Over the past few months, my bird posing sticks have been occupying more and more space at the boundary of our property, each attached to the party fence and probably becoming a bit of an eyesore to our neighbours…they were also just a bit too far away to comfortably photograph from my present “hide” with a 400mm lens. I’ve seen bird gyms made for indoor use to amuse pet budgies and parrots…so a couple of weeks ago, in late September, I decided that’s what I needed…a series of outdoor natural branches and twigs to support “posing sticks” that can be changed periodically. The structure would provide an anchorage for hooks, from which feeders could be hung. I had become frustrated with the birds sitting on the metal supports of the feeders, so the new arrangement would need to be totally natural looking.
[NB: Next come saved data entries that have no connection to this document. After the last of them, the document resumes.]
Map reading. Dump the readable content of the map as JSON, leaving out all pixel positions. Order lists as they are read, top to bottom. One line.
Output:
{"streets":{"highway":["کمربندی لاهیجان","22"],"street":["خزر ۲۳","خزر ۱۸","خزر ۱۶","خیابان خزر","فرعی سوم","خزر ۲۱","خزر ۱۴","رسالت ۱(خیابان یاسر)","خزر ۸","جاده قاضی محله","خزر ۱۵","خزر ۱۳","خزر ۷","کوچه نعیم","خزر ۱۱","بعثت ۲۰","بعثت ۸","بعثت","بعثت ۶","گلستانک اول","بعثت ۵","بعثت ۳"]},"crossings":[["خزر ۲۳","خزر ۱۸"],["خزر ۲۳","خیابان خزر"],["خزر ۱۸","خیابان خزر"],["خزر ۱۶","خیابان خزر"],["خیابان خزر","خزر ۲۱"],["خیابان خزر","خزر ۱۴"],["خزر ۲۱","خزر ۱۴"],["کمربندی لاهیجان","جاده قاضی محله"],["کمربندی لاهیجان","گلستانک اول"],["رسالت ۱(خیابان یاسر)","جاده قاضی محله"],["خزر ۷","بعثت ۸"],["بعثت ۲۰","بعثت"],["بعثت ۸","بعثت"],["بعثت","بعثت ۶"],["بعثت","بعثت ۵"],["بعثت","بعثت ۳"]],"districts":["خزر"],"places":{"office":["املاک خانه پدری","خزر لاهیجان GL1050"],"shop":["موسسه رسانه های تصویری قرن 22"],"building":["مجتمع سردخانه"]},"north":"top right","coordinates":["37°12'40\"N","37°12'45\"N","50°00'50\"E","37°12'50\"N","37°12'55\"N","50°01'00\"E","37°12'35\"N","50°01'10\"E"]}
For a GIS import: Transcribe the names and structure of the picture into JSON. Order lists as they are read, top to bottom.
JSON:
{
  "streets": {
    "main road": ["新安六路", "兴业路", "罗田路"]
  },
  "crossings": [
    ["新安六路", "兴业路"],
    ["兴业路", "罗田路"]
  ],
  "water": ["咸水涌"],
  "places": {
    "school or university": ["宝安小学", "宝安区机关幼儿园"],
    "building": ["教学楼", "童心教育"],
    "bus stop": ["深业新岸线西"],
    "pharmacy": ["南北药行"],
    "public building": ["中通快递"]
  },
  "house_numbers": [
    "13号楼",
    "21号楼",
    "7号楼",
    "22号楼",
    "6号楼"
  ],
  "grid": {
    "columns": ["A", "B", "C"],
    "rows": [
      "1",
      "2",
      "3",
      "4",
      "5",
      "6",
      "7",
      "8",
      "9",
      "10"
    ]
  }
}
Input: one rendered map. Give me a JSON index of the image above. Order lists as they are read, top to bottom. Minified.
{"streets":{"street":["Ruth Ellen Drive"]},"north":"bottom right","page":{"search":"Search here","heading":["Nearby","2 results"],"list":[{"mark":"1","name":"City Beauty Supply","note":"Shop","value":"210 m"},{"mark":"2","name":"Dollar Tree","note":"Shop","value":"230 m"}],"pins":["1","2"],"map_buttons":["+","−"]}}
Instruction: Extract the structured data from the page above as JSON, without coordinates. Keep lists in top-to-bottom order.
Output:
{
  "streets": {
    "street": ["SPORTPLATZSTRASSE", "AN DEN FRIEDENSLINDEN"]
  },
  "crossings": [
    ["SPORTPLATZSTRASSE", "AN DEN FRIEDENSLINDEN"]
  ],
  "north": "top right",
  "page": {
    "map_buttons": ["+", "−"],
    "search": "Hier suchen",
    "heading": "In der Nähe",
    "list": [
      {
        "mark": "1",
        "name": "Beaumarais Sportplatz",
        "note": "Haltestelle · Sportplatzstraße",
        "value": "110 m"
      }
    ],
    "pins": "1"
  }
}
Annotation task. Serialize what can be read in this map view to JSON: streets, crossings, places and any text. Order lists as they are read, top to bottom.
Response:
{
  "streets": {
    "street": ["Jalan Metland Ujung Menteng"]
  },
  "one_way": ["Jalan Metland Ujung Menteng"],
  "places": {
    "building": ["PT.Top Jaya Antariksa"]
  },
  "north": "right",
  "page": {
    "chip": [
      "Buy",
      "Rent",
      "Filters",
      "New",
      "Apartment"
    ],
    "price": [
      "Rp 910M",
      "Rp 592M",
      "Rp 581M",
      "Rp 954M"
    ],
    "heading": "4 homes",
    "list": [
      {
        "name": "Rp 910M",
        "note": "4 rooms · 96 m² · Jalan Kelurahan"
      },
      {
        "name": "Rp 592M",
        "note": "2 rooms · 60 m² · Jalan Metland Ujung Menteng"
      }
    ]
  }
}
Luckily, the present wooden bird feeding post was attached to a ground spike. That made it easy to remove from its present position and drive into the ground elsewhere. We did that together with one holding it upright, the other up a ladder with a sledgehammer, driving it in. At the other end we firmly fixed another upright into a heavy square section terracotta pot, originally made as an underground drainage section. Between the two we fixed a curving branch from one of our birch trees. With several small branches tied to this structure and some cup hooks below the main branch to hold feeders, the gym was ready (shown in the gallery, with an obliging great tit sitting on one end). Each perch has been carefully positioned so that the background is far enough away to blur. The background trees are also varied in colour…and the sticks are high enough so that they are above the party fence from the camera position. The third upright stick in the pictures is my original “shepherd’s crook” posing post that I’ve had for the last couple of years, which is anchored separately in a Christmas tree base.
The first day or two, the birds seemed a bit reluctant to try it out, though that might have been partly due to the good weather and quite a lot of insects and berries about. On the first cool wet day, the birds arrived in some number and they are now totally happy with the set-up.
I also have a “stick nursery”…a pile of small branches that are huddled together under a bush, in a damp part of the garden. They are growing mosses, lichens and fungus, to provide perches with more interest over the coming months. I swear this lock-down is doing strange things to me as a photographer!
Below are some of the images I’ve taken over the last couple of weeks or so, with birds sitting on various parts of the structure. Some of the young birds that appeared in the summer are still regular visitors, though the long tailed tits haven’t been seen for almost two weeks now and the nuthatch is a very occasional visitor. The chiff chaff (top three images) was only seen twice and may have now migrated. Randy the robin is in an aggressive mood at the moment, chasing off all and sundry. Fingers crossed for some interesting shots over the winter.